The American College of Obstetrics and Gynecology (ACOG) issued a practice bulletin in 1999 about Vaginal Birth After Cesarean. Within this practice bulletin, providers were encouraged to counsel women regarding VBAC and the likelihood of their success, but that delivery should only occur in a setting where immediate emergency care can be offered. While the first part of the recommendation is based on good scientific evidence, the second part of the recommendation is based solely on consensus and expert opinion.
In 2010 a new practice bulletin was created, and this was reaffirmed in 2015. The 2015 version starts by mentioning the large decrease in the number of women attempting a Trial of Labor after Cesarean (TOLAC). In 1996 the number of VBACs reached 28.3% (that is the percent of women delivering vaginally after a prior cesarean), and now most sources put the VBAC rate around 10% nationally.
Why the shift? The ACOG bulletin states the increasing fear of uterine rupture and liability has led to the sharp decline. However, they fail to mention their own statement about access to emergency care as part of the decline. While there was a slow decline from 1996-1999, the decline steepened after the release of the 1999 practice bulletin.
In a 2007 paper in Birth journal, researchers called over 200 hospitals in their region, and found 30% had stopped offering VBACs based on the 1999 ACOG practice bulletin. As a result access to VBAC has become far more limited in this area, and one could imagine this is also the case nationally.

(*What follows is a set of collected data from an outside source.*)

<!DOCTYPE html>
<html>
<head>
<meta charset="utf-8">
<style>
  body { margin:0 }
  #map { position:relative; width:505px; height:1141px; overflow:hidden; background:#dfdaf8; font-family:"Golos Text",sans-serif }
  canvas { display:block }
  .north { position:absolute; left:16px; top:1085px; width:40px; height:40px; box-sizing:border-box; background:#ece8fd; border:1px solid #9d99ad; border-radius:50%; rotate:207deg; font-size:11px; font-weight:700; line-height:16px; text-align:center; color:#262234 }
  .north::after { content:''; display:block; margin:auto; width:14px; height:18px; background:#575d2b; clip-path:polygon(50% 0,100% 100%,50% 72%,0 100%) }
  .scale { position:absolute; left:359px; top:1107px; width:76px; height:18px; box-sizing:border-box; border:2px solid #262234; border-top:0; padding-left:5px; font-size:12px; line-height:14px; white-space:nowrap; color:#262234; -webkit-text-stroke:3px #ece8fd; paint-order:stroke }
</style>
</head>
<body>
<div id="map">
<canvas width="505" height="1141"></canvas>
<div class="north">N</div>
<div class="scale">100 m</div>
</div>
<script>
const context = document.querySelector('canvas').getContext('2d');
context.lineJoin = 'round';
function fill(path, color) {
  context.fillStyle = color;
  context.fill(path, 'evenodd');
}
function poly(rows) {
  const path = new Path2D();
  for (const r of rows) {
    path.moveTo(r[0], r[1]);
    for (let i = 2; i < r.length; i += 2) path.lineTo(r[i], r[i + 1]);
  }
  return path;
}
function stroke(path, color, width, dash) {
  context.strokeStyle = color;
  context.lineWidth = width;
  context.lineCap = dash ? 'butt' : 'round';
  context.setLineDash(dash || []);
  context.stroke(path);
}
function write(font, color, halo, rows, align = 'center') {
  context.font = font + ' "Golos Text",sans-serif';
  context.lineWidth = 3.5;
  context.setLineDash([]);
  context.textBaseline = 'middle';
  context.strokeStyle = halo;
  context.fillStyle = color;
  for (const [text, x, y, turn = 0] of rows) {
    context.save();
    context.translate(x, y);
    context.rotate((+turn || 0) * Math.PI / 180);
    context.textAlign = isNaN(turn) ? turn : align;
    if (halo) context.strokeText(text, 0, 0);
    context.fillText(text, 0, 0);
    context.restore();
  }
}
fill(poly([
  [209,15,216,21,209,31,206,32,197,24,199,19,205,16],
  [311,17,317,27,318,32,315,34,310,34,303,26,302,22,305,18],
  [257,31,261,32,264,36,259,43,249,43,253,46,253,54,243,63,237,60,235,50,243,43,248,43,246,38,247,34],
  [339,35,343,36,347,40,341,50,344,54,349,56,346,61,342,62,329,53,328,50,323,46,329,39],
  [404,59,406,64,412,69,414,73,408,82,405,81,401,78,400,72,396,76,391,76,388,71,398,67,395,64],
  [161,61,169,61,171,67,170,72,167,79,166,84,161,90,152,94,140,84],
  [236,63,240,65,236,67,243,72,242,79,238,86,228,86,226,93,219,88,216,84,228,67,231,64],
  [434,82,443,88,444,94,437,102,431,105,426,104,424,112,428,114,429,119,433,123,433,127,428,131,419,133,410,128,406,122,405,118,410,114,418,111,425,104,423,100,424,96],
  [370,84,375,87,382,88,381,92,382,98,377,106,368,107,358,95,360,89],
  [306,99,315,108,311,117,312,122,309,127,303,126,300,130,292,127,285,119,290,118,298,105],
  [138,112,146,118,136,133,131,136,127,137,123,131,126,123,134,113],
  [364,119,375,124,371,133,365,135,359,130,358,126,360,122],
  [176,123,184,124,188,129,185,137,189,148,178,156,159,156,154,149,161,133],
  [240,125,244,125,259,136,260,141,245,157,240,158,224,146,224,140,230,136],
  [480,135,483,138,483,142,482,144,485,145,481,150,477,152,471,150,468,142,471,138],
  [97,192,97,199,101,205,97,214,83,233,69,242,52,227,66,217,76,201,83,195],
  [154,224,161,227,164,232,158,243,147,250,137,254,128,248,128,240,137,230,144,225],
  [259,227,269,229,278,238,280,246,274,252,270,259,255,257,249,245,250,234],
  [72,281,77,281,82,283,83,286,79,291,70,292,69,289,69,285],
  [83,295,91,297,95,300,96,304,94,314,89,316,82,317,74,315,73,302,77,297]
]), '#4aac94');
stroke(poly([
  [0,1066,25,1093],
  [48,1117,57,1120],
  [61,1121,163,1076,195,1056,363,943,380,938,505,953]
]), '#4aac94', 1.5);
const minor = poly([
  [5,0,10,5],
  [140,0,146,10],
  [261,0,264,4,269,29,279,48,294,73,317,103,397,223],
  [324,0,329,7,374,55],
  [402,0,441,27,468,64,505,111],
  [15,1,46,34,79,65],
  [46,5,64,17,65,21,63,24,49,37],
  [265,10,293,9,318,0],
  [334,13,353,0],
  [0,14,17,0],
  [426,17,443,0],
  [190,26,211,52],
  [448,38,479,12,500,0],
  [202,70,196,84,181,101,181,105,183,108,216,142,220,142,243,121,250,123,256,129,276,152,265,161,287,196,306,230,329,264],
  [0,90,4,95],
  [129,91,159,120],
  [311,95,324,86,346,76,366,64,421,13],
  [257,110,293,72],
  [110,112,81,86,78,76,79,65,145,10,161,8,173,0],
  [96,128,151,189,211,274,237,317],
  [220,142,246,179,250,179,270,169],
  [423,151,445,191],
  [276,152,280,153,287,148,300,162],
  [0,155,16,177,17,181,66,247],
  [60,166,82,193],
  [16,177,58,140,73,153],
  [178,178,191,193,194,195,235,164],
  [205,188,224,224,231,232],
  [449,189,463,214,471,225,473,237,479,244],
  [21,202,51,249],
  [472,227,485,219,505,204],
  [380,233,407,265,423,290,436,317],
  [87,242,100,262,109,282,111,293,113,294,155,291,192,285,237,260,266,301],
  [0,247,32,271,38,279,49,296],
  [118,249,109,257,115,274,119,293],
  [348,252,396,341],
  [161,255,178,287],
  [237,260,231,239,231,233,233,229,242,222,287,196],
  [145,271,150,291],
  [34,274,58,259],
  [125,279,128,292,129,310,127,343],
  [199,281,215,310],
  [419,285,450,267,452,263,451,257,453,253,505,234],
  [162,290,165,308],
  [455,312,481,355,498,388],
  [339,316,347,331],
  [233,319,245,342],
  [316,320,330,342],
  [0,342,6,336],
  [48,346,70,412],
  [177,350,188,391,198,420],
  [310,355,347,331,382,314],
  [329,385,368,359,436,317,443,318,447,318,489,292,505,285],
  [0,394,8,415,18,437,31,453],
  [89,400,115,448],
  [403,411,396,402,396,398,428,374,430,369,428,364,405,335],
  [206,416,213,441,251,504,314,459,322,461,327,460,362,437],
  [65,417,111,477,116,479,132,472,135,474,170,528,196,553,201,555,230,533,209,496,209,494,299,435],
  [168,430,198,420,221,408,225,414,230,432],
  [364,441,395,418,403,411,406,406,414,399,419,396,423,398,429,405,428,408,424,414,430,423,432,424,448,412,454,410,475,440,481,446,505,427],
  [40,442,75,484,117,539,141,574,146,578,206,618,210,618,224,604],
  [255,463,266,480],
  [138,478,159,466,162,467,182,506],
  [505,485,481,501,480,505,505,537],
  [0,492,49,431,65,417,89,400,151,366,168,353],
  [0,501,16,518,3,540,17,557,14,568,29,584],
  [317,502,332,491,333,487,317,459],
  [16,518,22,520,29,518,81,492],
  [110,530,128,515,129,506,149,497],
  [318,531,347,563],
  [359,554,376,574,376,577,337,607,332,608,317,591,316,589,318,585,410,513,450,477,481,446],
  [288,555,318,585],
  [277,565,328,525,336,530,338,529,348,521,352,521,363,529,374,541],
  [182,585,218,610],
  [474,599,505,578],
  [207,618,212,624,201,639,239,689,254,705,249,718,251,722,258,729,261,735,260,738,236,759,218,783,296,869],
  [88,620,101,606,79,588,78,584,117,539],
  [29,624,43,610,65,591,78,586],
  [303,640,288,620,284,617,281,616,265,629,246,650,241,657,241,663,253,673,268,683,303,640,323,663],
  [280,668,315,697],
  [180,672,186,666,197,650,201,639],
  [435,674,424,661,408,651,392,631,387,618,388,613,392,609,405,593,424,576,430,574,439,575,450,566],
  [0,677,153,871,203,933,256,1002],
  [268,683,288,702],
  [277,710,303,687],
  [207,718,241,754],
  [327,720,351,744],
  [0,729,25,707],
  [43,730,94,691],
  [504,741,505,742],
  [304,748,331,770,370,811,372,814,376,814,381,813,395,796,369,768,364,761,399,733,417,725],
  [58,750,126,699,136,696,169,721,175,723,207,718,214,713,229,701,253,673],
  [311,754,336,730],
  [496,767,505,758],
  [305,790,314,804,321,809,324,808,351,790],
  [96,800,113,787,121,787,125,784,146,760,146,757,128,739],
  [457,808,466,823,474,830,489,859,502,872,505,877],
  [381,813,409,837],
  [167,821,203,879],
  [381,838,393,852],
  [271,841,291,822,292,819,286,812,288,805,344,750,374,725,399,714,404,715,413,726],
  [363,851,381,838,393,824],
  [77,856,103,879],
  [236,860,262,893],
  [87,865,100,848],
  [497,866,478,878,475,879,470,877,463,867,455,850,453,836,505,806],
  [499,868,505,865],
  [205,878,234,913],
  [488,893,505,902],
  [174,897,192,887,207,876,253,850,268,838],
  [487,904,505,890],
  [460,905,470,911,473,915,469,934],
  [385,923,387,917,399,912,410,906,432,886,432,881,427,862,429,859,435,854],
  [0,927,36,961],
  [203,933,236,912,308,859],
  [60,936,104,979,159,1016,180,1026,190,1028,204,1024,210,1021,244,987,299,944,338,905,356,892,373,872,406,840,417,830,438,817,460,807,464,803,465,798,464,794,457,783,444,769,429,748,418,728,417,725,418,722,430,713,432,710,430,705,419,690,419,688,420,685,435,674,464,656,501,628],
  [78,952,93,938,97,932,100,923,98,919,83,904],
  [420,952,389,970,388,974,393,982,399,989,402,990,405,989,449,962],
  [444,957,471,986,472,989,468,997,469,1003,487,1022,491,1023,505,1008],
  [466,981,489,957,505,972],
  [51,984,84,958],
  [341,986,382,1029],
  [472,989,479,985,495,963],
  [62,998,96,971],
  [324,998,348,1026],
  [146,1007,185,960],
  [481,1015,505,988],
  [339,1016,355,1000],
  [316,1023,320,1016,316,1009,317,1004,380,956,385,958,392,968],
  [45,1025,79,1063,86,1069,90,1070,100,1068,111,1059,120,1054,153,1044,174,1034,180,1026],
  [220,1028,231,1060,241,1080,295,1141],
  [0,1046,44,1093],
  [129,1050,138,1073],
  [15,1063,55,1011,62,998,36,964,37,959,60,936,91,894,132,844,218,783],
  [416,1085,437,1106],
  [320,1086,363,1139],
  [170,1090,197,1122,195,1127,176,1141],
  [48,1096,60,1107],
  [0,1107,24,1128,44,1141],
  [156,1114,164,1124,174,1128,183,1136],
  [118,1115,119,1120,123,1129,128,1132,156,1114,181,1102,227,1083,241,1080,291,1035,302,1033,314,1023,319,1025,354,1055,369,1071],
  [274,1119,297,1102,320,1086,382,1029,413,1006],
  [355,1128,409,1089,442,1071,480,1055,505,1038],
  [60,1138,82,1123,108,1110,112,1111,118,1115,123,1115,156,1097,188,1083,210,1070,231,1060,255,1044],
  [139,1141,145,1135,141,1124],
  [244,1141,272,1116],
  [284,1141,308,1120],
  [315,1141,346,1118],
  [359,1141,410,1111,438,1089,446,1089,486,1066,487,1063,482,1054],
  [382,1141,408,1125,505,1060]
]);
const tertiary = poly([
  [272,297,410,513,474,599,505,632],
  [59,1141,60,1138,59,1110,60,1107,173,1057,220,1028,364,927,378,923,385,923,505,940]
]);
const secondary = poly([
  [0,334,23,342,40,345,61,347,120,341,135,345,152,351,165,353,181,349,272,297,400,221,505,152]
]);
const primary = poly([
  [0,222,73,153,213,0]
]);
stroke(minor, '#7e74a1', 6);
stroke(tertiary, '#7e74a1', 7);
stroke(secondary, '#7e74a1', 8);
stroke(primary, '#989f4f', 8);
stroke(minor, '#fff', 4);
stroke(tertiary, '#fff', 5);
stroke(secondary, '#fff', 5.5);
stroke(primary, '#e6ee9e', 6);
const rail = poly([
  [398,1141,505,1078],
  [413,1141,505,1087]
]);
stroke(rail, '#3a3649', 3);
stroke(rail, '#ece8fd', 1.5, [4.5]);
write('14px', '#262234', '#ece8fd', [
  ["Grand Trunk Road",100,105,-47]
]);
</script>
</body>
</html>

This report appears to have a great deal of information about VBAC and its safety, but I admit at 300+ pages, I have only begun to skim through it. It also makes mention of this paper starting the decline of VBACs (check out the graph on page 12 of the report) in addition to the ACOG practice bulletin.
The ACOG practice bulletin has MANY good points about VBAC and how the majority of women are good candidates for a trial of labor. What is unfortunate, though, is how a single statement based on consensus and expert opinion, rather than scientific evidence, has done so much to shape access to a TOLAC.